McKee at Good Vibrations took a more serious tone. “I think it’s great to encourage public transportation, but in the economic times we’re in, that can really make or break it for business.”

Further down, Ryan Smith at Dog-Eared Books said he didn’t think the changes would impact their customers much, many of whom “just kind of wander in off the street.”

Erick Arguello, a board member of the Latino Business Network, said his association of approximately 75 Latino-owned businesses—most based in the Mission District—has voted not to support the proposed changes. Arguello said the network felt the changes would negatively impact both businesses and residents, who may be forced to pay for parking at their houses after the work day has ended.

Arguello is also president of the Lower 24th Street Merchants Association, which along with the Mission Merchants Association, has not voted whether to support the changes pending discussions with MTA.

On 24th Street, merchants have taken a slightly harder line.

“Everything, they want to make it more expensive,” said Edgardo Campos, who said he already keeps quarters behind the counter at JJ Joyeria for customers who need to fill their meters in a hurry.

“It’s gonna hurt business,” Campos said, adding that the changes would be counterproductive for 24th Street, which he said has seen a slow improvement in crime and drug dealing over the past 24 years he has worked at the shop.

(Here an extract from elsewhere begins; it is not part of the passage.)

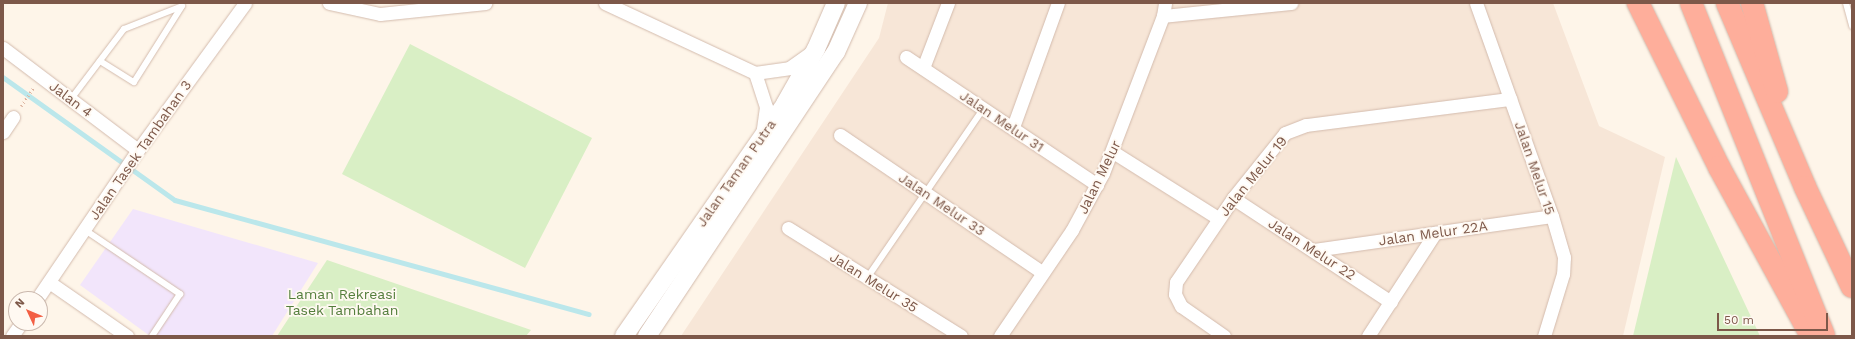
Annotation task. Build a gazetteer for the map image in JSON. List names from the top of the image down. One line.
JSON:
{"streets":{"street":["Jalan 4","Jalan Melur 31","Jalan Tasek Tambahan 3","Jalan Melur 15","Jalan Taman Putra","Jalan Melur 19","Jalan Melur","Jalan Melur 33","Jalan Melur 22A","Jalan Melur 22","Jalan Melur 35"]},"crossings":[["Jalan 4","Jalan Tasek Tambahan 3"],["Jalan Melur 31","Jalan Melur"],["Jalan Melur 15","Jalan Melur 19"],["Jalan Melur 15","Jalan Melur 22A"],["Jalan Melur 19","Jalan Melur 22"],["Jalan Melur","Jalan Melur 33"],["Jalan Melur 22A","Jalan Melur 22"]],"parks":["Laman Rekreasi Tasek Tambahan"],"scale_bar":"50 m","north":"top left"}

Sarah Aguirre in Floreria La Poblanita agreed, saying the shop, which is owned by her friend Marisol Torres, would surely lose business. Most of the florist’s customers are planning weddings or quinceañeras, and can take hours to choose arrangements as their parking meters tick down.

Allison Dewald, a waitress at Herbivore, said that while the restaurant attracts a large number of pedestrian or bike customers, it’s also an attraction to visitors and tourists from outside the Bay Area, who see the vegan restaurant as a sort of Mecca.

“If they’re going to do that, they should at least improve service on Muni or BART,” Dewald, who usually bikes but also owns a car to get out of the city, said.

“That or they should just build bike lanes everywhere.”